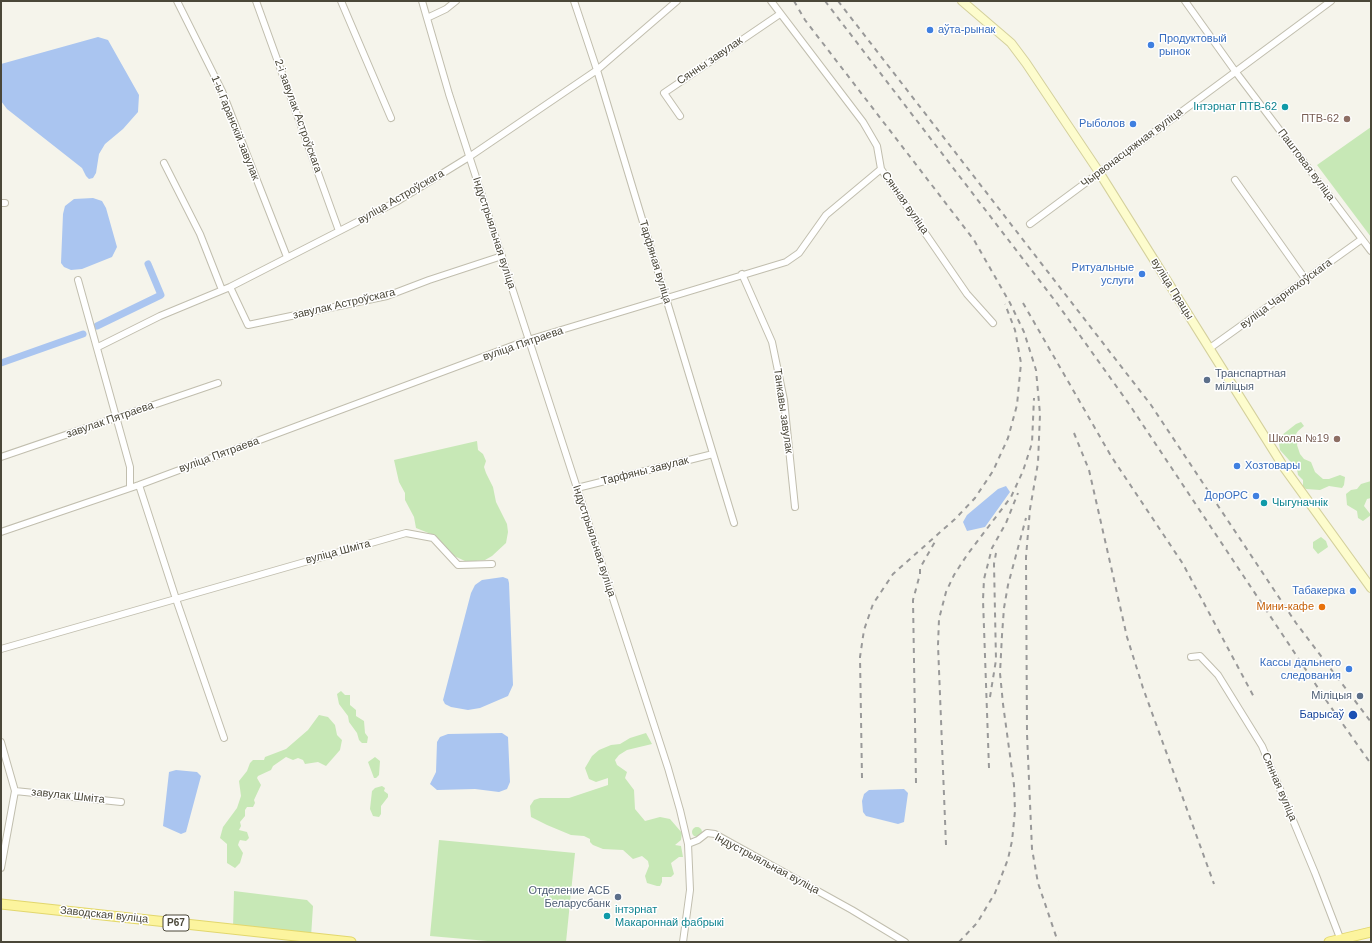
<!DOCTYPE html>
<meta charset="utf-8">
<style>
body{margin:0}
#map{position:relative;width:1372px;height:943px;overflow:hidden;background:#f5f4eb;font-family:Helvetica,sans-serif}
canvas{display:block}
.frame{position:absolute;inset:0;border:2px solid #4a4739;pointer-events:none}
</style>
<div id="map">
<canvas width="1372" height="943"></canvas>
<div class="frame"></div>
</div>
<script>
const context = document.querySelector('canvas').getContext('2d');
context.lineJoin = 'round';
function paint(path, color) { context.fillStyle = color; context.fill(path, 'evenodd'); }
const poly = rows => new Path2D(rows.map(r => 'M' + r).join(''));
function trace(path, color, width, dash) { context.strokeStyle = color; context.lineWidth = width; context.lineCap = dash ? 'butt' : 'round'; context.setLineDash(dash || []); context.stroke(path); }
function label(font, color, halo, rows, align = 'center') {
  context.font = font + ' Helvetica,sans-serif'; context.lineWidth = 3; context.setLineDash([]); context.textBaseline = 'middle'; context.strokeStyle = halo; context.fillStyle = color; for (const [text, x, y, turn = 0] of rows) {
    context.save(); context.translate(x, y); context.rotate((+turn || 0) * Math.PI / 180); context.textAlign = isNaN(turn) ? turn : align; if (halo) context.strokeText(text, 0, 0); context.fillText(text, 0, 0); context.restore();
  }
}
paint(poly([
 [1371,127,1371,237,1317,165],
 [1301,422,1304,426,1298,431,1294,437,1298,441,1297,445,1300,454,1304,459,1311,462,1315,472,1323,479,1329,479,1340,475,1345,477,1344,485,1342,488,1329,486,1320,490,1306,489,1303,487,1303,480,1298,475,1297,469,1280,450,1279,443,1282,435,1296,424],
 [477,441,478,450,483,454,486,461,484,467,486,473,493,487,496,502,507,524,508,532,506,543,492,556,485,560,467,562,450,554,431,534,416,528,414,517,405,500,405,493,399,482,394,460],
 [1371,481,1371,498,1367,499,1364,506,1371,515,1363,521,1358,518,1357,511,1347,505,1346,494,1351,490,1357,489,1361,484],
 [1321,537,1326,541,1328,547,1318,554,1313,548,1313,542],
 [341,691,345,695,350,695,350,705,356,710,356,716,364,721,365,733,368,737,367,743,362,743,359,740,357,733,349,722,348,716,339,704,337,694],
 [319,715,328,717,335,725,337,735,342,740,340,750,326,766,318,762,305,764,303,760,298,758,293,760,286,757,273,766,271,770,258,776,257,778,261,785,254,800,255,803,253,807,247,807,245,810,245,816,240,822,241,826,239,830,247,832,249,838,246,841,240,840,239,842,238,845,243,853,240,863,235,868,227,863,227,844,220,838,223,827,237,808,241,796,239,781,247,771,250,763,253,760,264,760,265,757,286,749,308,730],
 [646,733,652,744,627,750,619,755,615,760,617,765,627,772,625,778,634,790,635,809,645,821,660,817,670,819,682,833,681,840,675,845,681,846,683,857,679,857,671,863,674,874,671,877,662,877,662,882,660,886,657,886,647,883,645,876,649,866,648,861,642,856,633,859,623,850,603,849,593,845,590,842,590,839,584,836,571,835,547,825,531,817,530,806,534,800,540,798,569,798,608,785,608,778,596,782,589,779,585,768,592,756,599,750,611,745,620,744,630,738],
 [375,757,380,761,379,775,376,778,374,778,368,762],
 [382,786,385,788,384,791,388,794,388,797,381,806,381,814,379,817,373,816,370,809,372,791,375,788],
 '692 832a5 5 0 1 1 10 0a5 5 0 1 1-10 0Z',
 [439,840,575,853,566,942,499,942,430,936],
 [234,891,307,900,313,906,311,937,233,928]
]), '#c7e8b6');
paint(poly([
 [98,37,108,40,139,95,138,112,123,129,105,144,99,154,96,173,93,178,89,179,86,176,82,168,7,109,1,101,1,64],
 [74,199,93,198,102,201,106,208,117,247,112,257,82,269,71,270,64,267,61,263,63,214,65,206],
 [1006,486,1010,492,985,527,967,531,963,522,967,515,998,489],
 [503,577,508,579,509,583,513,685,508,696,480,708,468,710,451,707,445,704,443,700,471,593,475,585,482,580],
 [502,733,508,737,510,782,507,789,499,792,475,789,437,790,430,784,436,772,437,742,440,737,448,734],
 [176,770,197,772,201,776,186,832,181,834,163,826,169,772],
 [904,789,908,793,904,822,898,824,866,816,863,812,862,801,864,794,869,790]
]), '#aac5f0');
trace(poly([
 [97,326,161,295,148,264],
 [1,363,83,334]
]), '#aac5f0', 7);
const street = poly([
 [177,1,222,91,287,257],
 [256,1,339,231],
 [341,1,391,118],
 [422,1,449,94,668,768,680,810,688,844,698,840,707,833,715,834,852,910,905,942],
 [574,1,597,70,734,523],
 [771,1,863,122,877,146,881,169,967,294,993,323],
 [1185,1,1235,71,1371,251],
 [427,18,446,9,456,1],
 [680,116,664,93,780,14],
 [164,163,200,234,222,290],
 [1235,180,1306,280],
 [1,203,5,203],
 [1030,224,1331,1],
 [742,274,772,342,784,400,795,507],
 [78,280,130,467,130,488],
 [230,287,248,325,387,296,429,280,502,256],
 [98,347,160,316,230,287,396,202,469,157,597,70,677,1],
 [1210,348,1362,239],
 [1,457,218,383],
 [139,485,176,599,224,738],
 [577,488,713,454],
 [1,532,139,485,528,340,786,262,799,253,826,215,881,169],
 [1,649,406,533,433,538,458,565,492,564],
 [1191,657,1200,656,1218,675,1262,746,1315,873,1340,938],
 [1,742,15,791,1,868],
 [15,791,121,802],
 [683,942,690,890,688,844]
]);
const secondary = poly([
 [962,1,1011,43,1026,63,1099,172,1285,469,1371,588]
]);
const primary = poly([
 [1,904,351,942],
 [1329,942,1371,932]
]);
trace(street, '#c1beae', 8);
trace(secondary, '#d4d09c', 10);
trace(primary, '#e2d76d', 11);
trace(street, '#fff', 6);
trace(secondary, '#fdfccd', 8);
trace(primary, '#fcf49e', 9);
trace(poly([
 [794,1,805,20,974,240,1010,303,1024,332,1036,370,1040,414,1038,463,1030,509,1026,557,1027,734,1032,849,1038,883,1058,942],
 [825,1,1056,302,1129,404,1328,703,1371,764],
 [838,1,1151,405,1296,623,1371,722],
 [1023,303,1111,456,1183,564,1255,699],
 [1074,433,1089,470,1127,637,1143,688,1214,884],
 [990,697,996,660,994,564,996,553],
 [989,768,983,600,984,579,992,548,1006,523,1018,493],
 [862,778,860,657,864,630,873,604,893,574,955,519,975,498,993,471,1008,438,1017,405,1021,363,1015,330,1005,304],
 [916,783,913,600,920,574,920,568,936,540],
 [946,845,938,645,939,619,946,592,954,575,967,555,1011,497,1023,471,1032,443,1034,398],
 [959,942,977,923,995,893,1008,859,1012,841,1015,811,1014,785,1003,704,1000,673,1002,635,1004,608,1008,585,1026,518]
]), '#999', 2, [5, 5]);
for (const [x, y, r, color] of [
 [930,30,4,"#3f7fe0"],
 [1151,45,4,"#3f7fe0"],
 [1285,107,4,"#0f9aa8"],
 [1347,119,4,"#8d6e63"],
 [1133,124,4,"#3f7fe0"],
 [1142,274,4,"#3f7fe0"],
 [1207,380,4,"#5c6f8a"],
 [1337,439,4,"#8d6e63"],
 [1237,466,4,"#3f7fe0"],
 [1256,496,4,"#3f7fe0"],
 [1264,503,4,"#0f9aa8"],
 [1353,591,4,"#3f7fe0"],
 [1322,607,4,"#e8710a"],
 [1349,669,4,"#3f7fe0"],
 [1360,696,4,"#5c6f8a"],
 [1353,715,5,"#1a4fb4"],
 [618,897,4,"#5c6f8a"],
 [607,916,4,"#0f9aa8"]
]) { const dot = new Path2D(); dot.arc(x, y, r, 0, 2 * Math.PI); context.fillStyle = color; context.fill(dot); trace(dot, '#fff', 1.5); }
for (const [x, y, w] of [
 [176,923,26]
]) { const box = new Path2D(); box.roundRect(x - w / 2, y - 8, w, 16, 3); context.fillStyle = '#fff'; context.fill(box); trace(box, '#4a4739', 1); }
label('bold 10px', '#4a4739', null, [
 ["Р67",176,923]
]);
label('11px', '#366cbe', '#fff', [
 ["аўта-рынак",938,30,"left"],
 ["Продуктовый",1159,39,"left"],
 ["рынок",1159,52,"left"],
 ["Рыболов",1125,124],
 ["Ритуальные",1134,268],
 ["услуги",1134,281],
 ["Хозтовары",1245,466,"left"],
 ["ДорОРС",1248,496],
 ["Табакерка",1345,591],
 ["Кассы дальнего",1341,663],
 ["следования",1341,676]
], 'right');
label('11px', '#4a4739', '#fff', [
 ["Сянны завулак",710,61,-34],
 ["2-і завулак Астроўскага",298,116,70],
 ["1-ы Гаранскій завулак",235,128,68],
 ["Чырвонасцяжная вуліца",1132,148,-37],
 ["Паштовая вуліца",1306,165,53],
 ["вуліца Астроўскага",401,197,-30],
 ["Сянная вуліца",905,203,55],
 ["Індустрыяльная вуліца",494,233,72],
 ["Тарфяная вуліца",655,262,73],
 ["вуліца Працы",1172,289,58],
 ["вуліца Чарняхоўскага",1286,294,-36],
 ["завулак Астроўскага",344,304,-13],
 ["вуліца Пятраева",523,344,-19],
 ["Танкавы завулак",783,411,82],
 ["завулак Пятраева",110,420,-19],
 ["вуліца Пятраева",219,455,-20],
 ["Тарфяны завулак",645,471,-14],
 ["Індустрыяльная вуліца",594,541,72],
 ["вуліца Шміта",338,552,-15],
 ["Сянная вуліца",1279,787,67],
 ["завулак Шміта",68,796,6],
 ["Індустрыяльная вуліца",767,864,28],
 ["Заводская вуліца",104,915,6]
]);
label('11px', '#0d838f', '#fff', [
 ["Інтэрнат ПТВ-62",1277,107,"right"],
 ["Чыгуначнік",1272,503],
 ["інтэрнат",615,910],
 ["Макароннай фабрыкі",615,923]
], 'left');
label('11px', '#785e54', '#fff', [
 ["ПТВ-62",1339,119],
 ["Школа №19",1329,439]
], 'right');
label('11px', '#4e5e75', '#fff', [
 ["Транспартная",1215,374,"left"],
 ["міліцыя",1215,387,"left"],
 ["Міліцыя",1352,696],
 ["Отделение АСБ",610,891],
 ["Беларусбанк",610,904]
], 'right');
label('11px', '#c56008', '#fff', [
 ["Мини-кафе",1314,607]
], 'right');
label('11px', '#164399', '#fff', [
 ["Барысаў",1344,715]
], 'right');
</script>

| Exercise requirements |
Working from the listing above, pick out every line that has "strokeStyle" and copy it.

| Solution to this task |
function trace(path, color, width, dash) { context.strokeStyle = color; context.lineWidth = width; context.lineCap = dash ? 'butt' : 'round'; context.setLineDash(dash || []); context.stroke(path); }
  context.font = font + ' Helvetica,sans-serif'; context.lineWidth = 3; context.setLineDash([]); context.textBaseline = 'middle'; context.strokeStyle = halo; context.fillStyle = color; for (const [text, x, y, turn = 0] of rows) {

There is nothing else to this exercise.